_Exercise goal_
Could you filter the records below and keep only the lines with the word "rows"?

Saved entries

"""

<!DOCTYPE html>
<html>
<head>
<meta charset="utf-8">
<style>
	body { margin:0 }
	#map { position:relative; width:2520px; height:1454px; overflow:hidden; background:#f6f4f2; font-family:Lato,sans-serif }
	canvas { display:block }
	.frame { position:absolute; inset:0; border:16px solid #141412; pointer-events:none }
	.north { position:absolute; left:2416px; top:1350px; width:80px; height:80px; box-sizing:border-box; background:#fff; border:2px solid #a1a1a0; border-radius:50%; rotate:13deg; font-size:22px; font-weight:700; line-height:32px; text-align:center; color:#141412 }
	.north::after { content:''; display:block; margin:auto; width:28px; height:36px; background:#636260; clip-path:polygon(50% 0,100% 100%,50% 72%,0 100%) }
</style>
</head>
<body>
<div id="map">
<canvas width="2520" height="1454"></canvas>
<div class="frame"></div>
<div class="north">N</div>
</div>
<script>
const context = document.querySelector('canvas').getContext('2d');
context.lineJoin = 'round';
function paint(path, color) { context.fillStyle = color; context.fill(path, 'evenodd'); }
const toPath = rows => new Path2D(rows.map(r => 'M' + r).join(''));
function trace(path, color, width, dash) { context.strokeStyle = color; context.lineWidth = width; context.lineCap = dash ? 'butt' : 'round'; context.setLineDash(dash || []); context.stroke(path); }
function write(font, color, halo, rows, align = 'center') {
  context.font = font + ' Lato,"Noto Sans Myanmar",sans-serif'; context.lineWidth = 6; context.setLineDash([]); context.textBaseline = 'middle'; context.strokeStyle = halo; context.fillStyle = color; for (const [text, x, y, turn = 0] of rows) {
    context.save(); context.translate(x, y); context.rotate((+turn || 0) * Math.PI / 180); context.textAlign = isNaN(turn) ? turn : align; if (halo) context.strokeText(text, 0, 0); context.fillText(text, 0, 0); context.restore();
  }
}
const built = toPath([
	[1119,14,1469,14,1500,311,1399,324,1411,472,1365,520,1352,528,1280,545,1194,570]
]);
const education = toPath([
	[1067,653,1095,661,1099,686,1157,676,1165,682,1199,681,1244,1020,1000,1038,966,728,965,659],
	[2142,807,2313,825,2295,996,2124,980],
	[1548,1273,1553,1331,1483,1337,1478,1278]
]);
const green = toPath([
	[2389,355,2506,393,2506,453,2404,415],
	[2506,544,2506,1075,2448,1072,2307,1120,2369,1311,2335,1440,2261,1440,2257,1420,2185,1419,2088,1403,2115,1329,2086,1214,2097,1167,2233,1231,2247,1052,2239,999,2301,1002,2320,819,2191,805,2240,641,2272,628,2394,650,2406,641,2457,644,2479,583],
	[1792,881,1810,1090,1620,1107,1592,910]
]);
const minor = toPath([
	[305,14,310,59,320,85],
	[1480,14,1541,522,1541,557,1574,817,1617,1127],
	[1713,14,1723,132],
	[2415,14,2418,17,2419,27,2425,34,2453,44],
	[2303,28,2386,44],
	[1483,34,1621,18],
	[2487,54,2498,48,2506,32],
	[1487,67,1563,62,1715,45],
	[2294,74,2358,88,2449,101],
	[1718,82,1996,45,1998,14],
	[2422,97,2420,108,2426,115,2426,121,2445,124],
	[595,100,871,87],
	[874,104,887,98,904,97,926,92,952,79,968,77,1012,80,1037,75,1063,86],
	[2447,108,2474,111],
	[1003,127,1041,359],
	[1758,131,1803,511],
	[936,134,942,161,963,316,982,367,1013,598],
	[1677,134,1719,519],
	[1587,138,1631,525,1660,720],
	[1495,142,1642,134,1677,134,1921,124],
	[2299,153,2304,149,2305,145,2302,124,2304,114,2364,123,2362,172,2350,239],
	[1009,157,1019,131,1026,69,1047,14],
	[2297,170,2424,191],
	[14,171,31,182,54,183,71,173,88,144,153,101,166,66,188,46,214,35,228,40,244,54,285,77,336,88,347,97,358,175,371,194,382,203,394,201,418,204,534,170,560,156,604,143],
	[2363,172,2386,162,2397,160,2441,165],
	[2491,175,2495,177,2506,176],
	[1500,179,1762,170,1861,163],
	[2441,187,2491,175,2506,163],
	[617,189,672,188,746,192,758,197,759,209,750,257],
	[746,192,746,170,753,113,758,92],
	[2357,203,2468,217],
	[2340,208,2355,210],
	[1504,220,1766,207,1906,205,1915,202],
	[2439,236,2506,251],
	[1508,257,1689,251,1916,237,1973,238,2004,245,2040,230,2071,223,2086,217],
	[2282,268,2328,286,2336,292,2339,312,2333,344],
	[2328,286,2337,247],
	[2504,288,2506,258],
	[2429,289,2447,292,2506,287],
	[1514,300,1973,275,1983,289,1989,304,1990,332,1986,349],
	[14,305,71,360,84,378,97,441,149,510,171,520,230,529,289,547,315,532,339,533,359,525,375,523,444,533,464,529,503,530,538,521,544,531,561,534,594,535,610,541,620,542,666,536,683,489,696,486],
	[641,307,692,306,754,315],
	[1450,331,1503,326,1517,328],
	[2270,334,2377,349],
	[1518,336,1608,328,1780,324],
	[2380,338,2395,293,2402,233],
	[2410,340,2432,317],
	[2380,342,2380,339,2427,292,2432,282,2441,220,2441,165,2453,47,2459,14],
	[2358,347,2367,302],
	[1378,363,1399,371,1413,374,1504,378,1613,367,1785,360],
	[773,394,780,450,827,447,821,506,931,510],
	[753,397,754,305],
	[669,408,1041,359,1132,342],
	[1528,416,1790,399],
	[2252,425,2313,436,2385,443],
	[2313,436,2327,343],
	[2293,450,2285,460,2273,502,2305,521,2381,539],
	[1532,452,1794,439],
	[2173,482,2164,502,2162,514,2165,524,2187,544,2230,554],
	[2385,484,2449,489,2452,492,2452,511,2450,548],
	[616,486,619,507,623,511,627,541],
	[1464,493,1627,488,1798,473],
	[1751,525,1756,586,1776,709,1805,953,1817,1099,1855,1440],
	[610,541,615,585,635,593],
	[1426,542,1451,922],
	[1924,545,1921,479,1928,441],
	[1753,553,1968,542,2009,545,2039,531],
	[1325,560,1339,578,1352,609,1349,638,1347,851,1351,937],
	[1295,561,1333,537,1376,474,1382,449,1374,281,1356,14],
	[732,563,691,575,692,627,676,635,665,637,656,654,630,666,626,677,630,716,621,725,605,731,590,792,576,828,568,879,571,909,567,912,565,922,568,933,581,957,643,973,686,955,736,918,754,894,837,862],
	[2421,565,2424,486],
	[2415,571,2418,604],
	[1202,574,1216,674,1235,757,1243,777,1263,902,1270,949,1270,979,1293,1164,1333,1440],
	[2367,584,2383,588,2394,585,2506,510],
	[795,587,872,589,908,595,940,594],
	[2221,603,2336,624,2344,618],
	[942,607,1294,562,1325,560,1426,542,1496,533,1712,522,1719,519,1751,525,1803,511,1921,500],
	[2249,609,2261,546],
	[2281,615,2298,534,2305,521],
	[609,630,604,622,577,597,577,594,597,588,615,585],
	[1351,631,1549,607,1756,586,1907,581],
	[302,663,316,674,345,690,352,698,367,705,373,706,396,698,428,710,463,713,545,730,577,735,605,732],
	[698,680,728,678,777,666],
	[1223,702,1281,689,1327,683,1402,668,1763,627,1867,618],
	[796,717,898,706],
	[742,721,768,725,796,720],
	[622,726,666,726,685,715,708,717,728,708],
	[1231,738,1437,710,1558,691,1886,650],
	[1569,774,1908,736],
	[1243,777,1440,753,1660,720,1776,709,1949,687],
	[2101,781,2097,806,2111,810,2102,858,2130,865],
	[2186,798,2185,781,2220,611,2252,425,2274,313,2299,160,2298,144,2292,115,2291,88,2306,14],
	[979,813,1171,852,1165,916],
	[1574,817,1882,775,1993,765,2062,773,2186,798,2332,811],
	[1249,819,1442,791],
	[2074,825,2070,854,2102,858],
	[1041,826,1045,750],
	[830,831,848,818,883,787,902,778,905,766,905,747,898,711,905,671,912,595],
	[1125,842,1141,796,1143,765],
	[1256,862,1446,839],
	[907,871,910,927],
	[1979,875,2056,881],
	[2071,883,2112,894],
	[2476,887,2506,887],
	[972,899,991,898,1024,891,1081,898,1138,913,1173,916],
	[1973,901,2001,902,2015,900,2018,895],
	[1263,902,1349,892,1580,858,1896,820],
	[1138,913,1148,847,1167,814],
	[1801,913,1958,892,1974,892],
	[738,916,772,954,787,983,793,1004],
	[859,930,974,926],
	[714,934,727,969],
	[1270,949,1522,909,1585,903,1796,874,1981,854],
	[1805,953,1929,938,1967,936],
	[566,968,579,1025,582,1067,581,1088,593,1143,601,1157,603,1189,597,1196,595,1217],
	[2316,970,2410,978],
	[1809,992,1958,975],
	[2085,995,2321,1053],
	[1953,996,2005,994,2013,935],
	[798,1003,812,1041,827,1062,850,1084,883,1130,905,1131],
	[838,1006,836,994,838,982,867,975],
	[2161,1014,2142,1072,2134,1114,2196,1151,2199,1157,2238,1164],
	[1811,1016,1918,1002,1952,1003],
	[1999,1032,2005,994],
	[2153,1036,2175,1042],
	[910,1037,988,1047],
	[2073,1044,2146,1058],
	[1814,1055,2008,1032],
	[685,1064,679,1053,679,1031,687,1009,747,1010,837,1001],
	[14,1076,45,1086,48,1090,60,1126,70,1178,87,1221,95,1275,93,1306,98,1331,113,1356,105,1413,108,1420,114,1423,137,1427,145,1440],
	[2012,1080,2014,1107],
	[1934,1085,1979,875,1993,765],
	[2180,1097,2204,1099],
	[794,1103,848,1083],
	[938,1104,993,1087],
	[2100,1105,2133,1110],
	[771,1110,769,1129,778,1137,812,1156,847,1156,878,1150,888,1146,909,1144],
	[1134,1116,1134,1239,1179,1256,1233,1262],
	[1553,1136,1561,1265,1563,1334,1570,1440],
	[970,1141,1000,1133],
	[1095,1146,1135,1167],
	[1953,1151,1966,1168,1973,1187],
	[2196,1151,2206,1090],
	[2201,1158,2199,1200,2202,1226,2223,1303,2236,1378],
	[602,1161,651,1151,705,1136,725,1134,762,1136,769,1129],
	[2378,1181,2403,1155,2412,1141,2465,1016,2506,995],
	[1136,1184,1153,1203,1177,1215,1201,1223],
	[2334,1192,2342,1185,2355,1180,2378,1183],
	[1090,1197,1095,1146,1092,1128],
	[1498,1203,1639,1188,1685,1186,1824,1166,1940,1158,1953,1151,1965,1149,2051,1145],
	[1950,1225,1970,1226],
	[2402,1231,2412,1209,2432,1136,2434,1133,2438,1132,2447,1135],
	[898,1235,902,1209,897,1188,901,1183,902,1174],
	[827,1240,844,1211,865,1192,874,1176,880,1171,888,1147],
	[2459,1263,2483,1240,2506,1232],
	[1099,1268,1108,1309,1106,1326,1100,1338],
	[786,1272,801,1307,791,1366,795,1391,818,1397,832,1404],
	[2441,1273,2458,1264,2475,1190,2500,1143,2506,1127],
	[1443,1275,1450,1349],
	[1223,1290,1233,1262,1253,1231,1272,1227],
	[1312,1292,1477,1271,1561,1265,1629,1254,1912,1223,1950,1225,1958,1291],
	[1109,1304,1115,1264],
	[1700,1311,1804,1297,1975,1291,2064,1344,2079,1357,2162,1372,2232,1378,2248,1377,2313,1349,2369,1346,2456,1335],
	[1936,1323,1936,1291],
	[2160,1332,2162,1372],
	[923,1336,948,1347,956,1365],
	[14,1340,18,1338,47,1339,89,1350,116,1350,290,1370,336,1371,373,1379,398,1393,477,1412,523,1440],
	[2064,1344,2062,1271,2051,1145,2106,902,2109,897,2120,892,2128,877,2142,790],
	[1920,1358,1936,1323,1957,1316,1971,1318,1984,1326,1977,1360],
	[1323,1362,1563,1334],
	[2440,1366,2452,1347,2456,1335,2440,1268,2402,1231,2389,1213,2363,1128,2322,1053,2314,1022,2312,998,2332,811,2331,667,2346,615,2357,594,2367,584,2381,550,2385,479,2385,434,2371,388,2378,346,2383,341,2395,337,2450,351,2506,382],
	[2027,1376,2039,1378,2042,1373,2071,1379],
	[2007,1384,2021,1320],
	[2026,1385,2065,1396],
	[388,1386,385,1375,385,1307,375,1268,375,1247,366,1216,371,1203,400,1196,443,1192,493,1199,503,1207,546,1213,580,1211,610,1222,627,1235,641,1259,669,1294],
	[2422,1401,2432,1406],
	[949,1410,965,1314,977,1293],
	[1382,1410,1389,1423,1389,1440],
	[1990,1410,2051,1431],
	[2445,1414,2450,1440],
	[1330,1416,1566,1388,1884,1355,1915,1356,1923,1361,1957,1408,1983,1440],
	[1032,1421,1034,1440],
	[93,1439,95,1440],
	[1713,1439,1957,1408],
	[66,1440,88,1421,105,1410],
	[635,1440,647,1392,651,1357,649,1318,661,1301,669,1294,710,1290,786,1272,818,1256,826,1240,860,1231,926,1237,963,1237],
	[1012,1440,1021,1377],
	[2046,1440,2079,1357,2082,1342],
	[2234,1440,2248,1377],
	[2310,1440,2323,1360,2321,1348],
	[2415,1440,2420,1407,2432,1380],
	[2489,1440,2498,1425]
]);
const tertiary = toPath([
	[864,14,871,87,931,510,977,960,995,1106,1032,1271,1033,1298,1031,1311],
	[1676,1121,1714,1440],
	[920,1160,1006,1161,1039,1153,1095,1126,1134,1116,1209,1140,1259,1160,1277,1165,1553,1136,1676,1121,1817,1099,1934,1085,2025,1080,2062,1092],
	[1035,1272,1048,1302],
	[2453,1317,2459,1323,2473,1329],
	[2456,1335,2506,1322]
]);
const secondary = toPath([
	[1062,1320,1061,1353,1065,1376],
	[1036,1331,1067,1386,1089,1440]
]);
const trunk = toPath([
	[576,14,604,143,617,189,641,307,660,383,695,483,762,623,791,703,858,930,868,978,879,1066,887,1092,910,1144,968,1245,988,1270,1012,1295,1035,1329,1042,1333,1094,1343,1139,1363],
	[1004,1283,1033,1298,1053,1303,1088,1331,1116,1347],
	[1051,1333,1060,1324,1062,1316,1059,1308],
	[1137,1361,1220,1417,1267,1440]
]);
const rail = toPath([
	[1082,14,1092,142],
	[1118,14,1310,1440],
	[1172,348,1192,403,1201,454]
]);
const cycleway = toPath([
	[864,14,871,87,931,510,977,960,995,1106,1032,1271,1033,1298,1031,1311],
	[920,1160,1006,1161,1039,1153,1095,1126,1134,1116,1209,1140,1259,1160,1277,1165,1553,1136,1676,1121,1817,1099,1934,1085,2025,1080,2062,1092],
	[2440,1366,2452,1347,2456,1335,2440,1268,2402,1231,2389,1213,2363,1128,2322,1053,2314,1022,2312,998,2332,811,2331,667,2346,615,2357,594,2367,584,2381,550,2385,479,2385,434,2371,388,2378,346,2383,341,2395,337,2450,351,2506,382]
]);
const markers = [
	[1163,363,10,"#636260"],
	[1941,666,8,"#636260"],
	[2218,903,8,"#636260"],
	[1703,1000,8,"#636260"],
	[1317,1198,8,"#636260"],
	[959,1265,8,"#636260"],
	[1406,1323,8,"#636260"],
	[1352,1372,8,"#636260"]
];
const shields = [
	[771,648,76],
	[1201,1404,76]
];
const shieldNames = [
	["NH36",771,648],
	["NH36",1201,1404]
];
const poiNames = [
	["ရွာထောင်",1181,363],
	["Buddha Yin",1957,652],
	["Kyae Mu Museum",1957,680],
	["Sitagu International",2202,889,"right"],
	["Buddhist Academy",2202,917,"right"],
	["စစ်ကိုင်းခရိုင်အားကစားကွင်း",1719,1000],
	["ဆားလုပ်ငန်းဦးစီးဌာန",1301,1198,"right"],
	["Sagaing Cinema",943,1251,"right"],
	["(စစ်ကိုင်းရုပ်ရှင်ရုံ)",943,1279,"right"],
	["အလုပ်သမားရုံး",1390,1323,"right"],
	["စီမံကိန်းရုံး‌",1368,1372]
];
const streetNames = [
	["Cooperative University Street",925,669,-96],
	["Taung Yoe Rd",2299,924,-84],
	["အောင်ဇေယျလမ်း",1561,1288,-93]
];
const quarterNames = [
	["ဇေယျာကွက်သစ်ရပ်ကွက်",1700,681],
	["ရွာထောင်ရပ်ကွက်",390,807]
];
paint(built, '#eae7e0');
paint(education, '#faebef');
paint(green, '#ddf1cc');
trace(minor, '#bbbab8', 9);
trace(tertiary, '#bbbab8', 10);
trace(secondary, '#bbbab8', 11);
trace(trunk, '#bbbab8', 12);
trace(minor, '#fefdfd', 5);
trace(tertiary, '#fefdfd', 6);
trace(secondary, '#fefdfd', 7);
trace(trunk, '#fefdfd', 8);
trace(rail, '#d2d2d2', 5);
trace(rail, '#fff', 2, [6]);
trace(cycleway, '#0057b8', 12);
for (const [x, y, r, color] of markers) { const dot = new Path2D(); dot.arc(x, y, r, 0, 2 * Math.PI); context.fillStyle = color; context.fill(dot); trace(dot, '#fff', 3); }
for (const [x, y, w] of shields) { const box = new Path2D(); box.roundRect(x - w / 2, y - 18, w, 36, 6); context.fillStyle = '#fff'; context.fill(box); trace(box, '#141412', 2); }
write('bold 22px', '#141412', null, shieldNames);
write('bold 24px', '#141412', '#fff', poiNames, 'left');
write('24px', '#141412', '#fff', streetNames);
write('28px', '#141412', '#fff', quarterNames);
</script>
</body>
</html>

"""

_Written answer_
const toPath = rows => new Path2D(rows.map(r => 'M' + r).join(''));
function write(font, color, halo, rows, align = 'center') {
  context.font = font + ' Lato,"Noto Sans Myanmar",sans-serif'; context.lineWidth = 6; context.setLineDash([]); context.textBaseline = 'middle'; context.strokeStyle = halo; context.fillStyle = color; for (const [text, x, y, turn = 0] of rows) {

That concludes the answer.